Gunsmith Lathe Selection: Three Things to Know Before Buying
In the market for a gunsmith lathe? Do yourself a favor and extend your search to include industrial lathes, manual economy lathes, precision lathes, and even toolroom lathes. It’s quite possible you’ll save some money by buying a more general-purpose lathe, and will almost certainly have a higher-quality, longer lasting machine to boot. Here are a few things to consider:
What is a Gunsmith Lathe?
In practical terms, only a few differences exist between a “gunsmith lathe” and those listed above. The first is an outboard spider, a device that you place inside the left end of the spindle. It has several brass-tipped screws to support the gun barrel during turning.

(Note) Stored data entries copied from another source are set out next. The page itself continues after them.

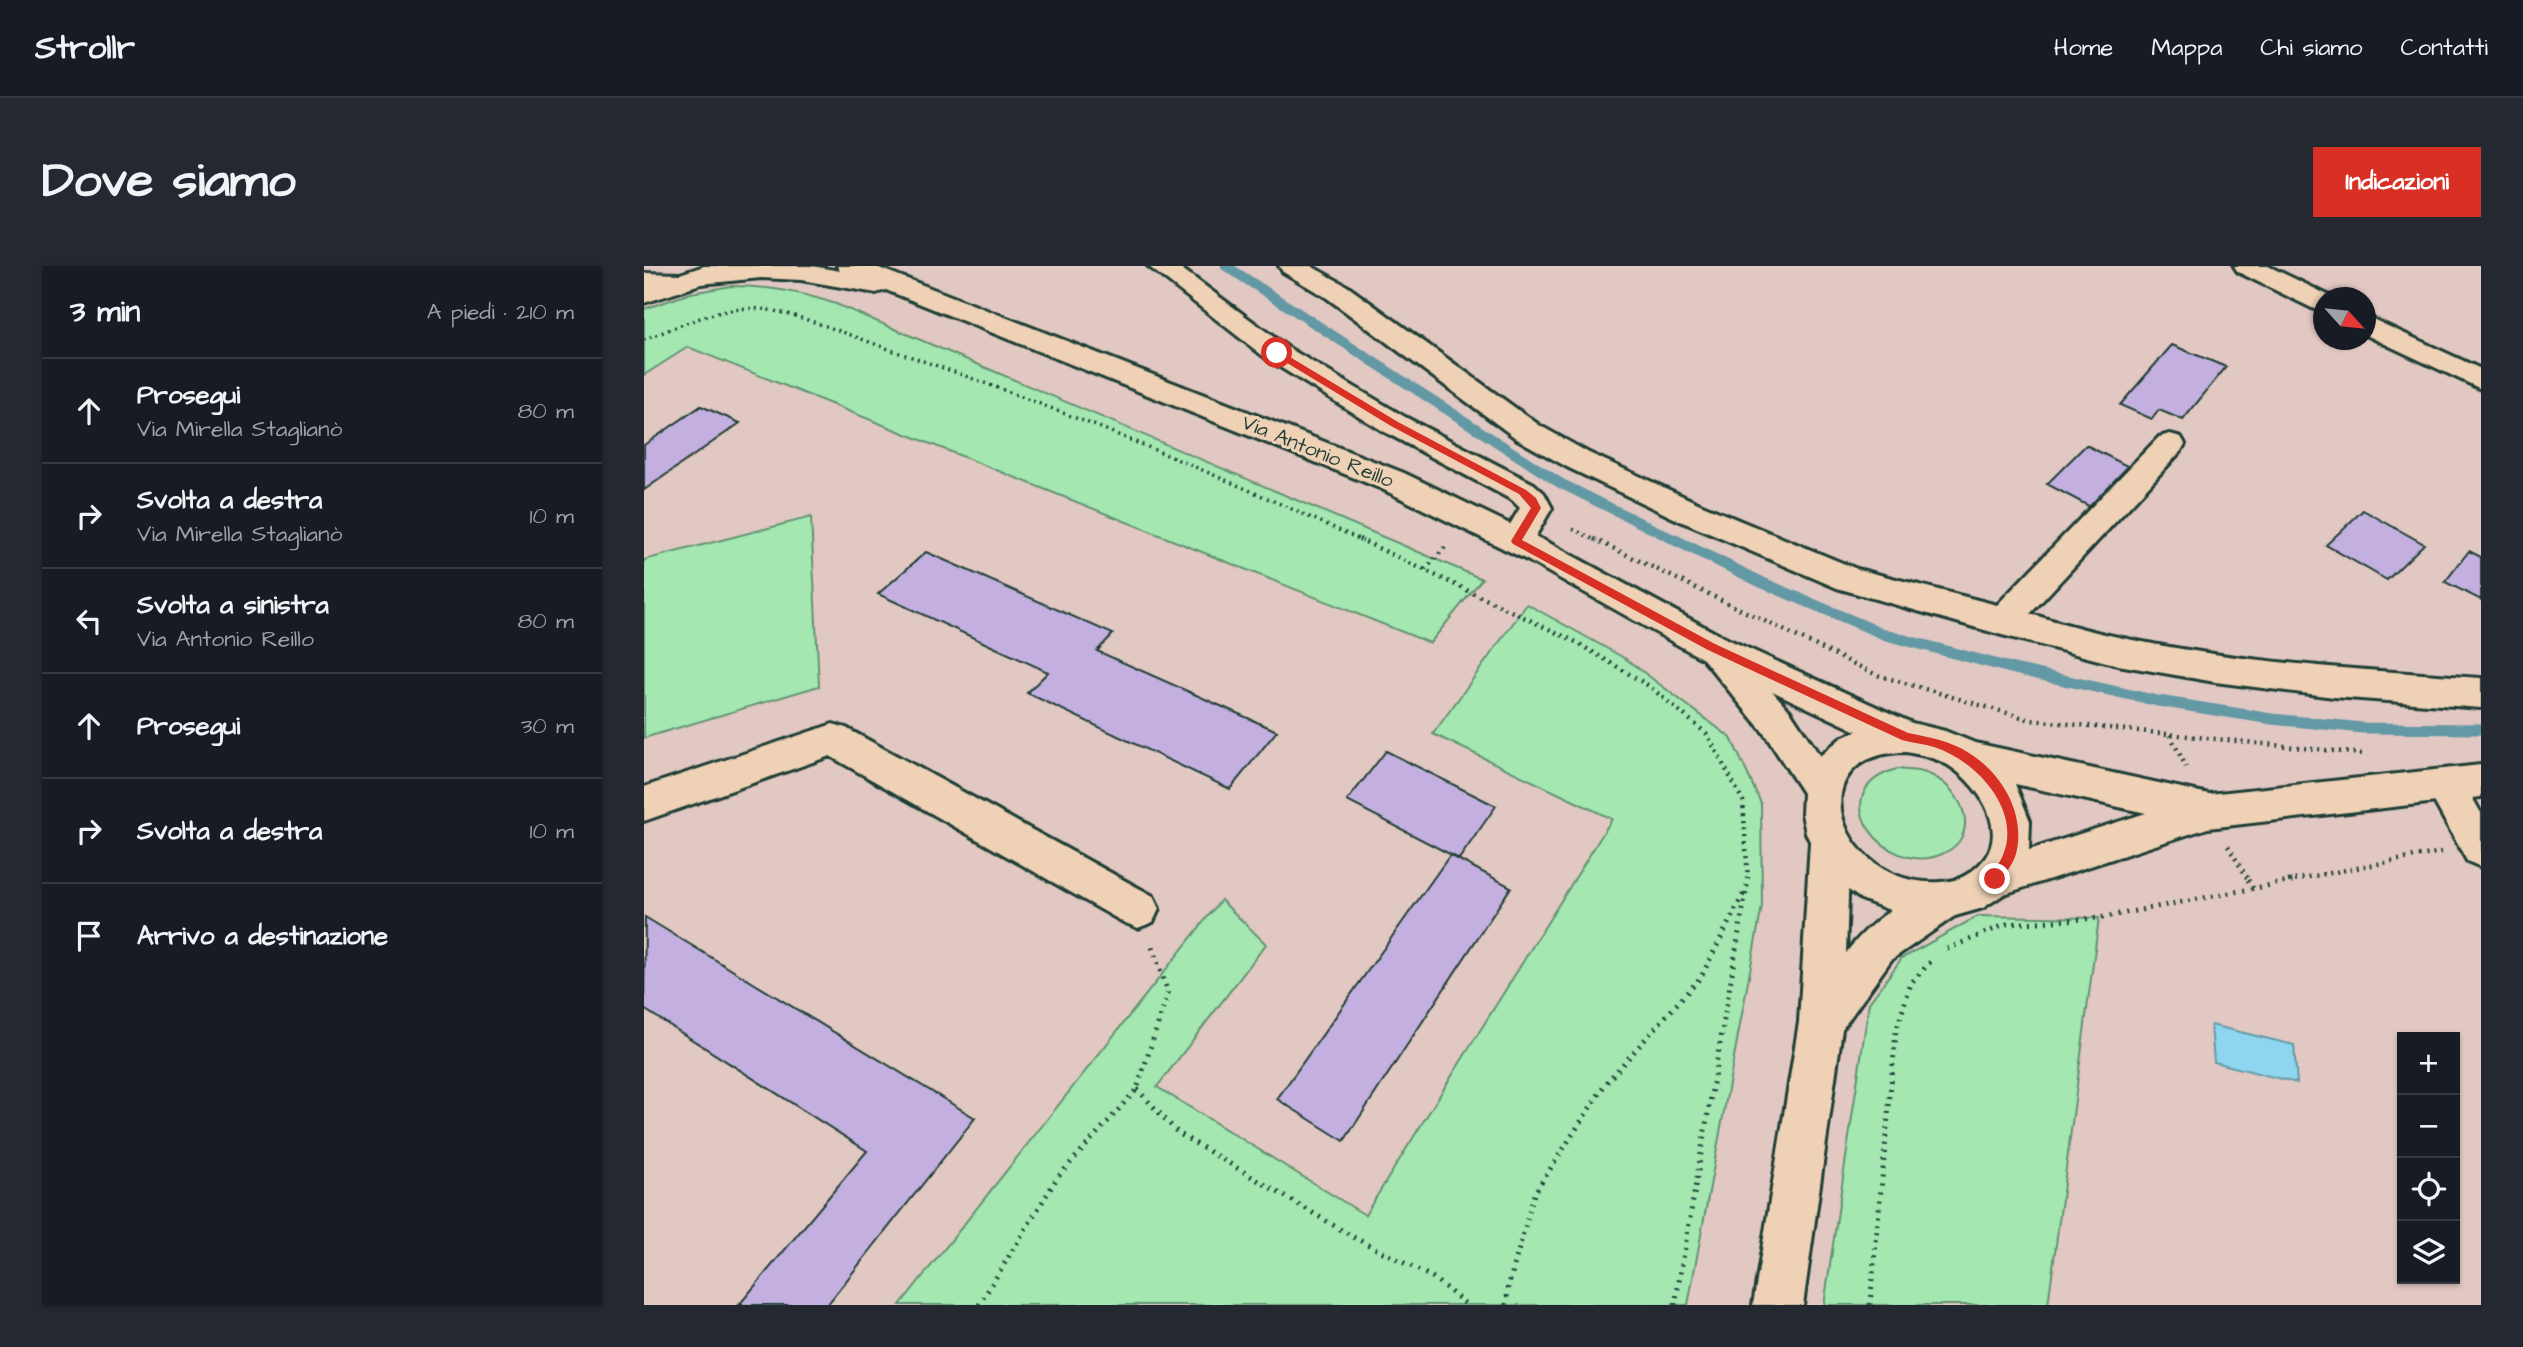 <!DOCTYPE html>
<html lang="it">
<meta charset="utf-8">
<style>
:root{--surface:#171b24;--page:#242831;--text:#f1f3f6;--muted:#9ea1a6;--line:#363941;--accent:#d93025}
body{margin:0;font-family:"Architects Daughter",sans-serif;background:var(--page);color:var(--text)}
.controls{position:absolute;right:21px;bottom:21px;display:grid;overflow:hidden;border-radius:0px;box-shadow:0 2px 5px #0004}
.controls button{width:63px;height:63px;display:grid;place-items:center;padding:0;border:0;border-bottom:2px solid var(--line);background:var(--surface);color:var(--text);font:35px sans-serif}
.compass{position:absolute;left:1669px;top:21px;width:63px;height:63px;border-radius:50%;background:var(--surface);box-shadow:0 2px 5px #0004;rotate:117deg}
.stop{position:absolute;width:21px;height:21px;margin:-16px;border:5px solid #d93025;border-radius:50%;background:#fff}
.stop.end{background:#d93025;border-color:#fff;box-shadow:0 2px 7px #0008}
.list{margin:0;padding:0;list-style:none}
h2{display:flex;justify-content:space-between;align-items:center;height:91px;margin:0;padding:0 28px;font-size:30px}
h2 small{font-size:23px;font-weight:400;color:var(--muted)}
.list li{display:grid;grid-template-columns:46px 1fr auto;gap:21px;align-items:center;box-sizing:border-box;height:105px;padding:0 28px;border-top:2px solid var(--line)}
.list b{display:block;font-size:26px;white-space:nowrap}
.list p{margin:0;font-size:23px;white-space:nowrap;color:var(--muted)}
.list em{font-size:23px;font-style:normal;color:var(--muted)}
.icon{flex:none;width:38px;height:38px;fill:none;stroke:currentColor;stroke-width:2;stroke-linecap:round;stroke-linejoin:round}
.map{position:relative;flex:none;width:1837px;height:1039px;overflow:hidden;border-radius:0px}
header{display:flex;align-items:center;gap:42px;box-sizing:border-box;height:98px;padding:0 35px;background:var(--surface);border-bottom:2px solid var(--line)}
header strong{font-size:33px}
nav{display:flex;gap:38px;margin-inline-start:auto;font-size:24px}
.intro{display:flex;align-items:center;justify-content:space-between;box-sizing:border-box;height:168px;padding:0 42px}
h1{margin:0;font-size:49px}
.button{padding:18px 32px;border-radius:0px;background:var(--accent);color:#fff;font-size:24px;font-weight:700}
main{display:flex;gap:42px;padding:0 42px}
aside{flex:1;background:var(--surface);border-radius:0px;box-shadow:0 2px 5px #0004}
.map>svg:first-child{display:block}
.green{fill:#a4e7b1;stroke:#629272;stroke-width:2}
.water{fill:#8ed6ef;stroke:#6299a4;stroke-width:2}
.lines{fill:none;stroke-linecap:round;stroke-linejoin:round}
.stream-far1{stroke:#6299a4;stroke-width:10}
.stream{stroke:#6299a4;stroke-width:11}
.building{fill:#c3b0e0;stroke:#1f3d34;stroke-width:2}
.minor-casing{stroke:#1f3d34;stroke-width:6}
.major-casing{stroke:#1f3d34;stroke-width:6}
.path-far2{stroke:#1f3d34;stroke-width:3.5;stroke-dasharray:2 4.5;stroke-linecap:butt}
.path-far1{stroke:#1f3d34;stroke-width:4.5;stroke-dasharray:2 5;stroke-linecap:butt}
.path{stroke:#1f3d34;stroke-width:5;stroke-dasharray:2 6;stroke-linecap:butt}
.minor{fill:#efd2b6;fill-rule:evenodd}
.major{fill:#efd2b6;fill-rule:evenodd}
.route{fill:#d93025}
.labels{text-anchor:middle;stroke-width:6;stroke-linejoin:round;paint-order:stroke}
.far-street-label{font-size:21px;fill:#1f3d34;stroke:#efd2b6}
</style>
<header>
<strong>Strollr</strong>
<nav><a>Home</a><a>Mappa</a><a>Chi siamo</a><a>Contatti</a></nav>
</header>
<div class="intro"><h1>Dove siamo</h1><a class="button">Indicazioni</a></div>
<main>
<aside>
<h2>3 min<small>A piedi · 210 m</small></h2>
<ul class="list">
<li><svg class="icon" aria-label="ahead" viewBox="0 0 24 24"><path d="M12 20V5M6 11l6-6 6 6"/></svg><div><b>Prosegui</b><p>Via Mirella Staglianò</p></div><em>80 m</em></li>
<li><svg class="icon" aria-label="right" viewBox="0 0 24 24"><path d="M7 20v-9h11M14 6l5 5-5 5"/></svg><div><b>Svolta a destra</b><p>Via Mirella Staglianò</p></div><em>10 m</em></li>
<li><svg class="icon" aria-label="left" viewBox="0 0 24 24"><path d="M17 20v-9H6M10 6l-5 5 5 5"/></svg><div><b>Svolta a sinistra</b><p>Via Antonio Reillo</p></div><em>80 m</em></li>
<li><svg class="icon" aria-label="ahead" viewBox="0 0 24 24"><path d="M12 20V5M6 11l6-6 6 6"/></svg><div><b>Prosegui</b></div><em>30 m</em></li>
<li><svg class="icon" aria-label="right" viewBox="0 0 24 24"><path d="M7 20v-9h11M14 6l5 5-5 5"/></svg><div><b>Svolta a destra</b></div><em>10 m</em></li>
<li><svg class="icon" aria-label="arrive" viewBox="0 0 24 24"><path d="M6 21V4h12l-3 4 3 4H6"/></svg><div><b>Arrivo a destinazione</b></div></li>
</ul>
</aside>
<div class="map">
<svg width="1837" height="1039" viewBox="0 0 1837 1039">
<rect width="100%" height="100%" fill="#e2c8c3"/>
<filter id="ink" filterUnits="userSpaceOnUse"><feTurbulence type="fractalNoise" baseFrequency=".0143" numOctaves="2"/><feDisplacementMap in="SourceGraphic" scale="14" xChannelSelector="R" yChannelSelector="G"/><feConvolveMatrix kernelMatrix="1 2 1 2 8 2 1 2 1" color-interpolation-filters="sRGB"/></filter>
<g filter="url(#ink)">
<!-- green -->
<path class="green" d="M87,20c38,0 69,6 105,18l646,275 -52,64 -742,-296 -44,28v-66l47,-16z
M167,251l8,169 -175,52v-178z
M883,338l99,55 105,79 30,65 1,103 -74,399h-788l321,-405 45,44 -109,143 208,128 247,-396 -179,-85z
M1253,503c12,1 25,1 36,7 31,16 49,61 9,78 -56,25 -124,-63 -45,-85z
M1334,650l121,2 -51,387h-224l45,-302 33,-45z"/>
<!-- water -->
<path class="water" d="M1567,759l83,20 3,38 -83,-21z"/>
<g class="lines">
<!-- stream-far1 -->
<path class="stream-far1" d="M582,0l334,217 117,58"/>
<!-- stream -->
<path class="stream" d="M1029,273l90,44 123,52 128,34 144,32 114,18 91,9 118,1"/>
</g>
<!-- building -->
<path class="building" d="M1528,79l54,22 -43,53 -24,-10 -7,9 -32,-14z
M57,140l39,17 -96,67v-45z
M1442,179l47,24 -37,41 -49,-26z
M1719,244l61,34 -37,36 -61,-35z
M1825,285l12,6v43l-36,-18z
M282,286l187,82 -16,17 180,80 -47,58 -203,-96 21,-21 -170,-78z
M742,485l110,55 -37,53 -112,-58z
M806,589l61,32 -167,254 -67,-42z
M1,651l330,201 -148,187h-88l128,-154 -223,-142z"/>
<g class="lines">
<defs>
<path id="minor" d="M504,0h30l109,81 118,70 129,67 10,9 8,15 -24,41 -12,4 -12,-4 -4,-8 20,-33 -8,-8 -129,-69 -116,-72z
M635,0h32l36,20 192,139 50,28 111,51 157,65 140,36 162,-168 11,-3 11,3 4,7 -4,7 -151,163c29,8 59,17 88,23 120,26 242,33 363,41v30l-147,-11 -119,-15 -97,-17 -116,-30 -165,-47 -159,-68 -111,-53 -50,-28 -190,-141 -44,-26z
M1590,0h34l66,32h-10v13l-10,-2 -76,-37z
M38,8l9,2 4,6 -4,6 -47,15v-17z
M1722,50l115,53v20l-115,-54z
M189,458l13,4 307,168 6,13 -6,13 -15,6 -15,-6 -293,-166 -186,65v-34z
M1800,503l14,4 23,40v54l-14,-6 -42,-76 5,-12z
M1186,559l14,5 6,12 -4,111c22,-30 60,-57 95,-70l15,6 6,13 -6,13 -65,45 -49,69 -39,276h-50l46,-283 11,-180 6,-12z"/>
<path id="major" d="M60,0h108l28,5 -3,-5h37l530,207 147,71 172,93 189,86 33,8 30,12 234,51 272,-29v32l-273,31 -204,66 -21,14 -42,12 -36,-4 -44,-17 -25,-18 -15,-17 -15,-31 -4,-19 1,-21 -39,-60 -61,-74 -176,-99 -145,-71 -496,-199 -10,3 -75,-13 -40,-2 -60,6 -19,6 -38,-1v-16l36,1zM1128,425l85,40 -16,7 -21,18 -30,-45zM1262,486c16,3 32,6 45,15 30,20 61,68 27,99 -12,11 -22,15 -38,16 -101,6 -146,-129 -34,-130zM1371,518l131,29 -117,37 1,-29z"/>
</defs>
<!-- minor casing -->
<use href="#minor" class="minor-casing"/>
<!-- major casing -->
<use href="#major" class="major-casing"/>
<!-- path-far2 -->
<path class="path-far2" d="M0,74c35,-14 78,-35 117,-31 38,4 98,30 136,43 159,54 314,120 466,189
M929,263l24,12"/>
<!-- path-far1 -->
<path class="path-far1" d="M715,273l217,103 73,44 58,48 36,67 5,80
M950,273l283,136 154,45 332,34
M781,304l23,-26
M1526,469l16,32
M1584,580l21,35
M1644,615l153,-29"/>
<!-- path -->
<path class="path" d="M1604,614l5,8
M1303,683l60,-25 92,-6 198,-38
M493,823l41,44 177,105 77,39 35,28
M335,1039l78,-127 80,-89 31,-96 -17,-49
M862,1039l3,-21 25,-90 72,-111 95,-106 45,-88
M1031,1039l73,-425
M1226,1039l26,-273 15,-49 23,-25"/>
<!-- minor -->
<use href="#minor" class="minor"/>
<!-- major -->
<use href="#major" class="major"/>
</g>
</g>
<!-- route -->
<path class="route" d="M630,85h6l118,71 128,68 10,8 5,10 -19,32 193,104 193,89c21,4 43,8 61,20 34,21 57,62 47,101 -3,10 -11,20 -17,28h-8l-2,-3c4,-8 11,-16 14,-24 19,-46 -28,-95 -69,-108 -10,-3 -21,-4 -32,-7l-194,-90 -195,-106 -2,-3 20,-33 -12,-14 -128,-68 -117,-71z"/>
<g class="labels">
<!-- far-street labels -->
<g class="far-street-label">
<text transform="translate(674 185) rotate(22)" y="7">Via Antonio Reillo</text>
</g>
</g>
</svg>
<div class="controls">
<button>+</button>
<button>−</button>
<button><svg class="icon" aria-label="locate" viewBox="0 0 24 24"><circle cx="12" cy="12" r="6"/><path d="M12 2v4M12 18v4M2 12h4M18 12h4"/></svg></button>
<button><svg class="icon" aria-label="layers" viewBox="0 0 24 24"><path d="M12 4l9 5-9 5-9-5zM3 14l9 5 9-5"/></svg></button>
</div>
<svg class="compass" viewBox="-18 -18 36 36"><path d="M0-13l5 13h-10z" fill="#e53935"/><path d="M0 13l5-13h-10z" fill="#9ea1a6"/></svg>
<div class="stop" style="left:633px;top:87px"></div>
<div class="stop end" style="left:1351px;top:613px"></div>
</div>
</main>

There’s no magic, but it does raise the price of the lathe.
For me, I’d build my own outboard spider and pocket the price difference. That, or invest the extra cash in a larger lathe or some much-needed accessories. Besides, some of the outboard spiders you see out there are…well, a little unsafe. Those exposed socket-head cap screws spinning at several hundred RPM? All I can think of is loose clothing and ponytails being pulled into the machine. Ouch.
Other Gunsmith Lathe Differentiators
Aside from the outboard spider, you might see things like a torque-wrench equipped tailstock and digital readout (DRO). Cool, right? Not really, and here’s why:
- Consistent tightening of any machine component is a good idea. However, the tailstock on an industrial quality lathe won’t deflect just because you cranked down on the tailstock too hard. To me, the need for a torque wrench on a “gunsmith lathe” indicates less-than-rigid machine construction.
- As to a DRO, by all means, buy one. But here again, you should invest in an industrial grade lathe and commercially available accessories. Where are you going to get support for a DRO that someone has private labeled for a specific machine builder?
Other things that separate the men from the gunsmithing boys include hardened and ground gears and way surfaces. You’ll want plenty of spindle power with generous gear ranges. Inch/metric graduations on the tailstock and feed dials make the machine easier to operate, as do quick-change tool posts, a removable chip pan, flood coolant system, and a foot brake that stops the machine on a dime. And don’t forget to look for the heaviest machine possible, as well as a company that stands behind its products.